[[ MATERIAL SUPPLIED open ]]

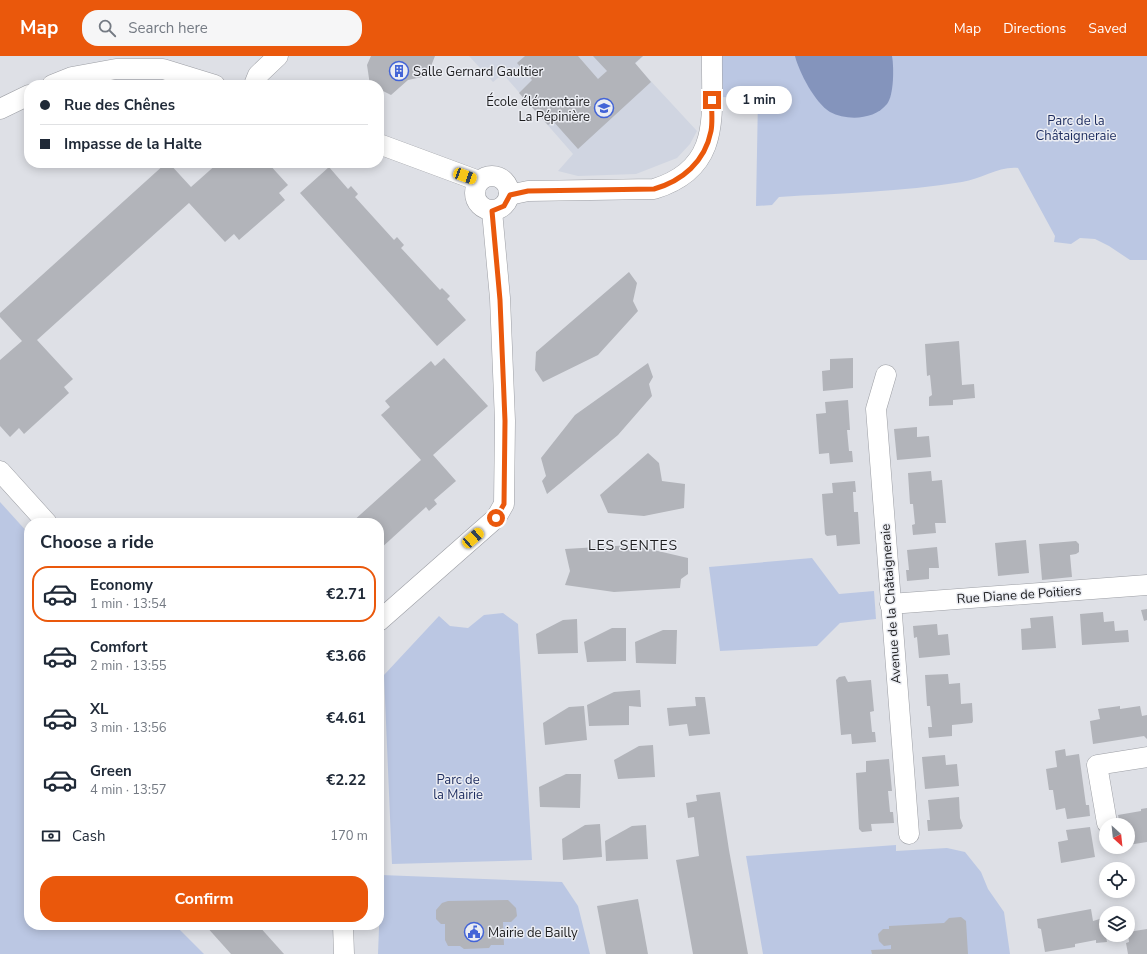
<!DOCTYPE html>
<html lang="en">
<head>
<meta charset="utf-8">
<style>
	:root { --surface:#fff; --page:#f6f6f7; --text:#1f2937; --muted:#747a83; --line:#e0e1e3; --accent:#ea580c }
	body { margin:0; font-family:"Nunito Sans",sans-serif; background:var(--page); color:var(--text); height:100vh; display:flex; flex-direction:column; font-size:15px; white-space:nowrap }
	* { box-sizing:border-box; margin:0 }
	p { font-size:13px; color:var(--muted) }
	.icon { flex:none; width:22px; height:22px; fill:none; stroke:currentColor; stroke-width:2; stroke-linecap:round; stroke-linejoin:round }
	.map { position:relative; flex:1; overflow:hidden }
	.panel { position:absolute; left:24px; top:462px; width:360px; height:412px; display:flex; flex-direction:column; background:var(--surface); border-radius:16px; box-shadow:0 2px 10px #0003 }
	.panel>* { flex:none }
	.guide { position:absolute; left:24px; top:24px; width:360px; height:88px; border-radius:16px; box-shadow:0 2px 10px #0003; display:grid; align-content:center; height:88px; padding:0 16px; background:var(--surface) }
	.needle { width:26px; rotate:153deg }
	.buttons { position:absolute; left:1099px; top:762px; display:grid; gap:8px }
	.buttons a { display:grid; place-items:center; width:36px; height:36px; border-radius:50%; background:var(--surface); box-shadow:0 2px 10px #0003; font-size:20px }
	.end { position:absolute; width:18px; height:18px; margin:-9px; border:5px solid #ea580c; background:#fff; box-shadow:0 0 0 2px #fff }
	.from { border-radius:50% }
	.bubble { position:absolute; height:28px; border-radius:14px; background:var(--surface); box-shadow:0 2px 10px #0003; font-size:13px; font-weight:700; line-height:28px; text-align:center }
	.car { position:absolute; width:12px; height:24px; margin:-12px -6px; border-radius:5px; box-shadow:0 0 3px 1px #0007; background:linear-gradient(#f5c518 24%,#345 0 40%,#f5c518 0 76%,#345 0 86%,#f5c518 0) }
	.guide b { display:flex; align-items:center; gap:14px; height:38px; font-size:15px }
	.guide b+b { border-top:1px solid var(--line) }
	.guide i { width:10px; height:10px; background:var(--text) }
	ul { padding:0; list-style:none }
	li { display:flex; align-items:center; gap:12px; height:56px; margin:0 8px 6px; padding:0 8px; border:2px solid transparent; border-radius:16px }
	li div { flex:1 }
	li b { display:block; font-size:15px }
	li em { font-style:normal; font-weight:700 }
	li.active { border-color:var(--accent) }
	li>.icon { width:36px; height:36px; stroke-width:1.5 }
	h2 { padding:0 16px; font-size:18px; line-height:48px }
	.pay { display:flex; align-items:center; gap:10px; height:44px; padding:0 16px; font-size:15px }
	.pay p { margin-inline-start:auto }
	.button { display:flex; gap:8px; margin-top:auto; padding:8px 16px }
	.button a { flex:1; height:46px; border-radius:16px; background:var(--accent); color:#fff; font-size:16px; font-weight:700; line-height:46px; text-align:center }
	header { display:flex; align-items:center; gap:24px; box-sizing:border-box; height:56px; padding:0 20px; background:var(--accent); color:#fff }
	header strong { font-size:19px }
	nav { display:flex; gap:22px; margin-inline-start:auto; font-size:14px }
	.search { width:280px; height:36px; background:var(--page); display:flex; align-items:center; gap:10px; box-sizing:border-box; padding:0 14px; border-radius:16px; color:var(--muted); font-size:15px }
	.map>svg:first-child { display:block }
	.built { fill:#d0d5e1 }
	.green { fill:#bbc7e3 }
	.water { fill:#8494bc }
	.building { fill:#b2b4ba }
	.lines { fill:none; stroke-linecap:round; stroke-linejoin:round }
	.street-casing { stroke:#9c9ea4; stroke-width:21 }
	.street { stroke:#fff; stroke-width:20 }
	.route { stroke:#ea580c; stroke-width:5 }
	.labels { text-anchor:middle; stroke-width:3; stroke-linejoin:round; paint-order:stroke }
	.poi-label { font-size:13px; fill:#1c1c1e; stroke:#ebedf3; text-anchor:start }
	.park-label { font-size:13px; fill:#1c2b5e; stroke:#ebedf3 }
	.street-label { font-size:13px; fill:#1c1c1e; stroke:#ebedf3 }
	.neighbourhood-label { font-size:14px; letter-spacing:1px; fill:#1c1c1e; stroke:#ebedf3 }
</style>
</head>
<body>
<header>
<strong>Map</strong>
<div class="search"><svg class="icon" aria-label="search" viewBox="0 0 24 24"><circle cx="10" cy="10" r="6"/><path d="M15 15l6 6"/></svg>Search here</div>
<nav><a>Map</a><a>Directions</a><a>Saved</a></nav>
</header>
<div class="map">
<svg width="1147" height="898" viewBox="0 0 1147 898">
	<rect width="100%" height="100%" fill="#dee0e6"/>
	<!-- built -->
	<polygon class="built" points="469,0 643,0 635,8 697,75 690,88 677,102 636,118 578,120 558,115 573,98 503,18 493,26"/>
	<!-- green -->
	<g class="green">
		<path d="M 721,0 L 1147,0 L 1147,204 L 1130,204 L 1109,190 L 1095,183 L 1080,182 L 1071,188 L 1054,186 L 1055,180 L 1018,112 C 999,110 982,123 962,126 C 902,136 840,137 779,141 L 772,149 L 756,150 L 758,42 L 720,41 Z"/>
		<polygon points="0,446 29,478 29,869 175,869 204,898 0,898"/>
		<polygon points="812,502 839,538 874,535 876,563 840,567 817,590 720,595 709,511"/>
		<polygon points="503,557 518,568 532,804 392,808 384,619 439,560 450,570 468,572 484,559"/>
		<polygon points="896,789 896,795 947,792 965,796 981,816 988,833 1004,856 1010,898 763,898 746,800"/>
		<polygon points="381,819 562,826 578,850 590,898 378,898"/>
	</g>
	<!-- water -->
	<path class="water" d="M 795,0 L 892,0 C 894,11 894,39 887,48 C 874,64 847,65 830,56 C 815,47 799,16 795,0 Z"/>
	<!-- building -->
	<g class="building">
		<polygon points="371,0 435,0 427,20 408,24 391,39 379,33 379,29 370,29 367,9"/>
		<polygon points="525,0 578,0 598,23 607,15 593,0 643,0 635,7 651,26 578,93 553,65 548,69 519,37 532,24 517,7"/>
		<polygon points="166,107 169,107 191,131 218,107 268,107 288,129 279,137 285,144 239,184 234,178 225,186 189,147 37,284 73,323 64,331 69,337 24,378 19,372 10,381 0,370 0,304 22,285 0,261 0,257"/>
		<polygon points="329,111 348,133 351,130 358,138 355,141 394,184 397,181 404,189 401,192 440,234 442,232 450,240 447,243 466,264 437,290 300,137"/>
		<polygon points="629,216 637,227 633,245 638,255 598,299 543,326 535,314 536,296"/>
		<polygon points="959,285 962,329 974,328 975,342 953,344 953,349 929,350 929,341 932,339 930,319 927,320 925,288"/>
		<polygon points="444,302 488,350 433,399 456,425 434,444 437,448 429,455 426,451 379,494 379,467 351,467 421,404 381,359 390,351 385,345 431,305 435,310"/>
		<polygon points="853,302 853,332 823,335 822,315 830,314 830,303"/>
		<polygon points="648,307 653,321 649,328 652,340 618,379 547,438 542,425 546,420 541,402 575,359"/>
		<polygon points="848,344 850,374 847,374 849,395 852,395 853,406 830,408 829,397 819,398 816,358 826,357 825,346"/>
		<polygon points="917,371 917,381 929,380 931,401 897,404 894,373"/>
		<polygon points="648,397 659,407 662,425 685,428 684,452 644,460 608,457 600,439"/>
		<polygon points="931,415 932,425 942,424 946,467 935,467 936,477 913,479 912,469 915,468 913,448 910,448 908,417"/>
		<polygon points="855,425 856,436 853,436 854,456 858,456 860,488 837,490 836,479 827,480 825,478 822,438 833,437 832,427"/>
		<polygon points="1026,484 1029,517 998,520 995,487"/>
		<polygon points="1076,485 1079,488 1079,496 1076,498 1070,499 1072,521 1042,524 1039,488"/>
		<polygon points="632,489 688,502 688,518 681,523 680,532 614,536 565,529 570,515 565,493"/>
		<polygon points="937,491 939,512 929,512 929,523 907,525 906,514 909,514 907,494"/>
		<polygon points="1147,553 1147,564 1144,565 1141,554"/>
		<polygon points="1103,556 1104,566 1114,565 1115,575 1128,574 1129,586 1082,589 1080,558"/>
		<polygon points="1053,560 1056,592 1022,594 1021,573 1031,572 1030,562"/>
		<polygon points="577,563 578,597 538,598 536,578 563,564"/>
		<polygon points="937,568 938,579 948,578 950,599 919,602 917,581 914,582 913,570"/>
		<polygon points="612,572 626,572 626,605 587,606 584,586"/>
		<polygon points="663,574 677,574 676,608 636,607 635,586"/>
		<polygon points="948,618 949,628 960,627 961,648 972,647 973,665 972,667 952,669 952,680 929,682 928,671 932,671 930,650 927,650 925,619"/>
		<polygon points="845,620 848,626 871,624 874,655 870,656 872,676 875,676 876,686 852,688 851,678 841,679 836,624 839,621"/>
		<polygon points="640,634 641,651 629,650 629,669 589,670 587,649 614,636"/>
		<polygon points="695,641 705,641 710,678 689,680 687,668 669,670 667,652 696,650"/>
		<polygon points="584,650 587,684 545,689 543,667 569,651"/>
		<polygon points="1120,650 1120,653 1140,650 1142,660 1147,659 1147,683 1144,680 1093,688 1090,665 1100,663 1098,653"/>
		<polygon points="653,689 655,721 618,723 614,704 639,690"/>
		<polygon points="1065,693 1066,700 1079,698 1086,749 1089,749 1090,760 1067,763 1065,752 1056,754 1053,734 1049,734 1046,713 1057,711 1055,695"/>
		<polygon points="945,699 946,709 957,708 959,730 925,733 922,701"/>
		<polygon points="889,703 892,735 888,735 890,756 893,756 894,767 871,768 872,775 862,776 859,773 856,717 866,716 866,705"/>
		<polygon points="566,718 581,718 580,752 540,751 539,731"/>
		<polygon points="720,736 729,794 748,898 693,898 676,804 699,800 694,761 688,762 686,747 697,745 696,739"/>
		<polygon points="959,741 960,762 963,770 961,773 928,775 927,764 930,764 928,744"/>
		<polygon points="1147,752 1147,786 1128,789 1128,769 1120,769 1118,759 1141,755 1141,753"/>
		<polygon points="600,768 602,801 563,804 562,783 585,769"/>
		<polygon points="646,769 648,803 606,805 605,785 632,770"/>
		<polygon points="1090,771 1095,801 1061,807 1058,786 1068,784 1066,774"/>
		<polygon points="638,843 648,898 606,898 597,850"/>
		<polygon points="508,844 516,852 517,860 511,866 503,866 504,889 491,889 489,892 464,893 460,890 448,890 445,884 445,868 441,868 436,863 436,854 442,847 448,845"/>
		<polygon points="1091,853 1093,865 1103,862 1107,886 1096,887 1096,884 1075,888 1075,891 1045,896 1041,873 1038,872 1037,863"/>
		<polygon points="961,861 966,865 968,898 872,898 871,894 891,893 891,889 884,890 879,885 878,878 883,873 889,873 889,870 944,867 949,862"/>
		<polygon points="205,869 258,869 284,898 231,898"/>
		<polygon points="1147,873 1147,898 1128,898 1126,887 1129,886 1128,876"/>
	</g>
	<g class="lines">
		<defs>
			<g id="street">
				<polyline points="52,29 72,21 116,13 163,13 215,29"/>
				<polyline points="254,29 258,19 278,0"/>
				<polyline points="0,53 29,39"/>
				<polyline points="379,88 479,125"/>
				<circle cx="492" cy="137" r="17"/>
				<path d="M 509,139 L 528,135 L 654,133 C 723,112 711,58 712,0"/>
				<polyline points="886,319 876,353 909,778"/>
				<polyline points="0,415 47,467"/>
				<polyline points="890,548 1147,529"/>
				<polyline points="379,565 496,462 504,448 505,365 500,242 492,155"/>
				<polyline points="1107,767 1097,709 1147,701"/>
				<polyline points="343,869 344,898"/>
			</g>
		</defs>
		<!-- street casing -->
		<use href="#street" class="street-casing"/>
		<!-- street -->
		<use href="#street" class="street"/>
	</g>
	<g class="lines">
		<!-- route -->
		<path class="route" d="M 496,462 L 504,448 L 505,365 L 500,244 L 492,155 L 504,150 L 510,139 L 528,135 L 654,133 C 682,125 705,106 711,75 C 713,65 711,54 712,44"/>
	</g>
	<!-- icons -->
	<defs>
		<symbol id="building-ring" viewBox="-11 -11 22 22"><circle r="9.5" fill="#ebedf3" stroke="#4364d7" stroke-width="1.5"/><path d="M-4-6H4V6H1V3H-1V6H-4ZM-2.5-4.3h1.7v1.8h-1.7ZM.8-4.3h1.7v1.8H.8ZM-2.5-1h1.7V.8h-1.7ZM.8-1h1.7V.8H.8Z" fill="#4364d7"/></symbol>
		<symbol id="school-ring" viewBox="-11 -11 22 22"><circle r="9.5" fill="#ebedf3" stroke="#4364d7" stroke-width="1.5"/><path d="M0-5L7-2L0 1L-7-2ZM-4 1L0 2.5L4 1V4Q0 6-4 4Z" fill="#4364d7"/></symbol>
		<symbol id="civic-ring" viewBox="-11 -11 22 22"><circle r="9.5" fill="#ebedf3" stroke="#4364d7" stroke-width="1.5"/><path d="M-.6-6.5H3V-4.5H.6V-3L4-1V1h2V6H-6V1h2V-1L-.6-3ZM-1.2 2.5V6h2.4V2.5Z" fill="#4364d7"/></symbol>
	</defs>
	<g fill-rule="evenodd">
		<use href="#building-ring" x="388" y="4" width="22" height="22"/>
		<use href="#school-ring" x="593" y="41" width="22" height="22"/>
		<use href="#civic-ring" x="463" y="865" width="22" height="22"/>
	</g>
	<g class="labels">
		<!-- poi labels -->
		<g class="poi-label">
			<text x="413" y="20">Salle Gernard Gaultier</text>
			<text x="590" y="50" text-anchor="end">École élémentaire<tspan x="590" dy="15">La Pépinière</tspan></text>
			<text x="488" y="881">Mairie de Bailly</text>
		</g>
		<!-- park labels -->
		<g class="park-label">
			<text x="1076" y="69">Parc de la<tspan x="1076" dy="15">Châtaigneraie</tspan></text>
			<text x="458" y="728">Parc de<tspan x="458" dy="15">la Mairie</tspan></text>
		</g>
		<!-- street labels -->
		<g class="street-label">
			<text transform="translate(1019 538) rotate(-4)" y="5">Rue Diane de Poitiers</text>
			<text transform="translate(890 548) rotate(-94)" y="5">Avenue de la Châtaigneraie</text>
		</g>
		<!-- neighbourhood labels -->
		<g class="neighbourhood-label">
			<text x="633" y="494">LES SENTES</text>
		</g>
	</g>
</svg>
<div class="buttons">
<a><svg class="needle" viewBox="-14 -14 28 28"><path d="M0-13l5 13h-10z" fill="#e53935"/><path d="M0 13l5-13h-10z" fill="#747a83"/></svg></a>
<a><svg class="icon" aria-label="locate" viewBox="0 0 24 24"><circle cx="12" cy="12" r="6"/><path d="M12 2v4M12 18v4M2 12h4M18 12h4"/></svg></a>
<a><svg class="icon" aria-label="layers" viewBox="0 0 24 24"><path d="M12 4l9 5-9 5-9-5zM3 14l9 5 9-5"/></svg></a>
</div>
<i class="end from" style="left:496px;top:462px"></i>
<i class="end" style="left:712px;top:44px"></i>
<div class="bubble" style="left:726px;top:30px;width:66px">1 min</div>
<i class="car" style="left:465px;top:120px;rotate:110deg"></i>
<i class="car" style="left:473px;top:482px;rotate:49deg"></i>
<div class="guide">
<b><i class="from"></i>Rue des Chênes</b>
<b><i></i>Impasse de la Halte</b>
</div>
<section class="panel">
<h2>Choose a ride</h2>
<ul>
<li class="active"><svg class="icon" aria-label="car" viewBox="0 0 24 24"><path d="M5 17H2v-5l4-1 3-4h7l3 4 3 1v5h-3M9 17h6M6 11h13"/><circle cx="7" cy="17" r="2"/><circle cx="17" cy="17" r="2"/></svg><div><b>Economy</b><p>1 min · 13:54</p></div><em>€2.71</em></li>
<li><svg class="icon" aria-label="car" viewBox="0 0 24 24"><path d="M5 17H2v-5l4-1 3-4h7l3 4 3 1v5h-3M9 17h6M6 11h13"/><circle cx="7" cy="17" r="2"/><circle cx="17" cy="17" r="2"/></svg><div><b>Comfort</b><p>2 min · 13:55</p></div><em>€3.66</em></li>
<li><svg class="icon" aria-label="car" viewBox="0 0 24 24"><path d="M5 17H2v-5l4-1 3-4h7l3 4 3 1v5h-3M9 17h6M6 11h13"/><circle cx="7" cy="17" r="2"/><circle cx="17" cy="17" r="2"/></svg><div><b>XL</b><p>3 min · 13:56</p></div><em>€4.61</em></li>
<li><svg class="icon" aria-label="car" viewBox="0 0 24 24"><path d="M5 17H2v-5l4-1 3-4h7l3 4 3 1v5h-3M9 17h6M6 11h13"/><circle cx="7" cy="17" r="2"/><circle cx="17" cy="17" r="2"/></svg><div><b>Green</b><p>4 min · 13:57</p></div><em>€2.22</em></li>
</ul>
<div class="pay"><svg class="icon" aria-label="cash" viewBox="0 0 24 24"><path d="M3 7h18v10H3z"/><circle cx="12" cy="12" r="2"/></svg>Cash<p>170 m</p></div>
<div class="button"><a>Confirm</a></div>
</section>
</div>
</body>
</html>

[[ MATERIAL SUPPLIED closed ]]

- [WORK ITEM]
In the entries above, how many lines include the word "shadow"? Only the number should be given.

- [RESULT]
6